Plotting histograms
A simple example
On the previous page, you learned how to load a catalog (physical and observed). These catalogs are in the form of dictionaries containing various planetary (and stellar) properties (sometimes referred to as summary statistics). One of the most basic and yet illuminating ways of visualizing a catalog is to plot histograms of the various properties. We provide several flexible functions for plotting histograms:
from syssimpyplots.general import *
from syssimpyplots.load_sims import *
from syssimpyplots.plot_catalogs import *
from syssimpyplots.compare_kepler import *
load_dir = '/path/to/a/simulated/catalog/' # replace with your path!
sss_per_sys, sss = compute_summary_stats_from_cat_obs(file_name_path=load_dir)
# To plot a histogram of the observed multiplicities (number of planets per system):
ax = plot_fig_counts_hist_simple([sss_per_sys['Mtot_obs']], [], x_min=0, x_max=8, x_llim=0.5, log_y=True, xlabel_text='Observed multiplicity', ylabel_text='Number of systems')

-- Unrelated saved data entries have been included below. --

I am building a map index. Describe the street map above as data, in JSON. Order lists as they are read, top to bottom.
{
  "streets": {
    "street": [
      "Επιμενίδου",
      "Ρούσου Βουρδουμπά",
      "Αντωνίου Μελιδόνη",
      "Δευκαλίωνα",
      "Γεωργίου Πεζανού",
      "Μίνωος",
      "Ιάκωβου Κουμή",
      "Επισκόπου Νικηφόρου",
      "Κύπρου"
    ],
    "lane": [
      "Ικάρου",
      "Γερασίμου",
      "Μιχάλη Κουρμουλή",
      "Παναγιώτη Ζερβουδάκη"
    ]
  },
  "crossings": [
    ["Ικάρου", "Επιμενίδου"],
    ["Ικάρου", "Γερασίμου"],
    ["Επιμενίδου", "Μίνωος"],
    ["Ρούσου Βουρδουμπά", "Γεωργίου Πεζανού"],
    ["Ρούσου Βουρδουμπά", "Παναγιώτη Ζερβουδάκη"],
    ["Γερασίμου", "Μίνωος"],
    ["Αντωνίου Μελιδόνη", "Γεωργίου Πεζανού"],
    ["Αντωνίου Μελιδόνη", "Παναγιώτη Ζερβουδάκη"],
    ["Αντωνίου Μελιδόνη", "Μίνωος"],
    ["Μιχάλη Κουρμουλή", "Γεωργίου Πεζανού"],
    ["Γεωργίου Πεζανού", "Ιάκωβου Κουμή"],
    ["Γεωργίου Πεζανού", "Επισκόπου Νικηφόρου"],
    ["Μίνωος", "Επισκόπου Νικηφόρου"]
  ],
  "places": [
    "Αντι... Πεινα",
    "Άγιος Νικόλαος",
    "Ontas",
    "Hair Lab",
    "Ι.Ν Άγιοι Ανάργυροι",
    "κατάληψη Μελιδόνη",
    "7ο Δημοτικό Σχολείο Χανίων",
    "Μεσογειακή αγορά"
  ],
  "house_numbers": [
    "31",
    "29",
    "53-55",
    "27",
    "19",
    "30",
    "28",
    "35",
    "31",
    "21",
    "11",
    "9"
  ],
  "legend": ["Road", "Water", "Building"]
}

# To plot a histogram of the observed orbital periods:
ax = plot_fig_pdf_simple([sss['P_obs']], [], x_min=3., x_max=300., normalize=False, log_x=True, log_y=True, xticks_custom=[3,10,30,100,300], xlabel_text=r'$P$ (days)', ylabel_text='Number of planets')
plt.show()
As demonstrated above, the plot_fig_counts_hist_simple
function should be used for quantities taking on discrete, integer values, as it is designed to center each bin on an integer. The multiplicity distribution is a perfect example of this case!
For continuous distributions (such as the period distribution), the plot_fig_pdf_simple
function should be used.
Tip
The two functions above are actually wrappers of the functions plot_panel_counts_hist_simple
and plot_panel_pdf_simple
, respectively, which do most of the work and create a single panel (requiring an axes subplot object to plot on) instead of a figure. These are useful for making multi-panel figures!

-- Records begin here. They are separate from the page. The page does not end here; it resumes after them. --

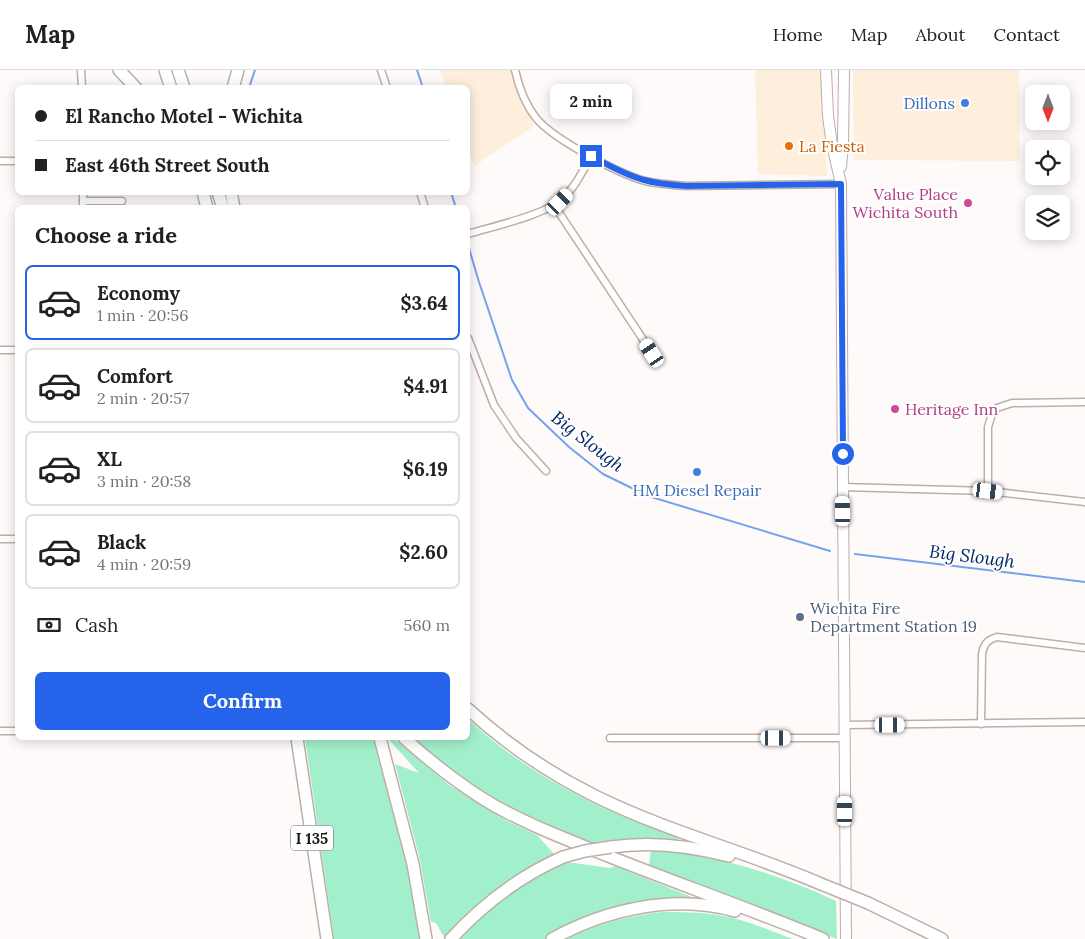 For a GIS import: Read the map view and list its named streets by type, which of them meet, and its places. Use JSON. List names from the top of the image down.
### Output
{
  "streets": {
    "highway": ["I 135"]
  },
  "water": ["Big Slough"],
  "places": [
    "Dillons",
    "La Fiesta",
    "Value Place Wichita South",
    "Heritage Inn",
    "HM Diesel Repair",
    "Wichita Fire Department Station 19"
  ],
  "north": "bottom",
  "page": {
    "header": "Map",
    "nav": [
      "Home",
      "Map",
      "About",
      "Contact"
    ],
    "bubble": "2 min",
    "banner": ["El Rancho Motel - Wichita", "East 46th Street South"],
    "heading": "Choose a ride",
    "list": [
      {
        "name": "Economy",
        "note": "1 min · 20:56",
        "value": "$3.64"
      },
      {
        "name": "Comfort",
        "note": "2 min · 20:57",
        "value": "$4.91"
      },
      {
        "name": "XL",
        "note": "3 min · 20:58",
        "value": "$6.19"
      },
      {
        "name": "Black",
        "note": "4 min · 20:59",
        "value": "$2.60"
      }
    ],
    "pay": ["Cash", "560 m"],
    "buttons": "Confirm"
  }
}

Over-plotting the Kepler catalog
The third argument (empty list []
in the above examples) allows you to easily over-plot the Kepler catalog with a simulated observed catalog. Here is an example:
N_sim, cos_factor, P_min, P_max, radii_min, radii_max = read_targets_period_radius_bounds(load_dir + 'periods.out')
# Load the Kepler catalog first:
ssk_per_sys, ssk = compute_summary_stats_from_Kepler_catalog(P_min, P_max, radii_min, radii_max)
# To plot a histogram of the observed multiplicities (number of planets per system):
ax = plot_fig_counts_hist_simple([sss_per_sys['Mtot_obs']], [ssk_per_sys['Mtot_obs']], x_min=0, x_max=9, y_max=1, x_llim=0.5, normalize=True, log_y=True, xlabel_text='Observed multiplicity', ylabel_text='Fraction', legend=True)
# To plot a histogram of the observed orbital periods:
ax = plot_fig_pdf_simple([sss['P_obs']], [ssk['P_obs']], x_min=3., x_max=300., log_x=True, log_y=True, xticks_custom=[3,10,30,100,300], xlabel_text=r'$P$ (days)', legend=True)
plt.show()
Note that we’ve set legend=True
to tell which is which! The normalize=True
option is also useful when the catalogs have different numbers of systems (in this case, the simulated catalog has five times as many targets as the Kepler catalog).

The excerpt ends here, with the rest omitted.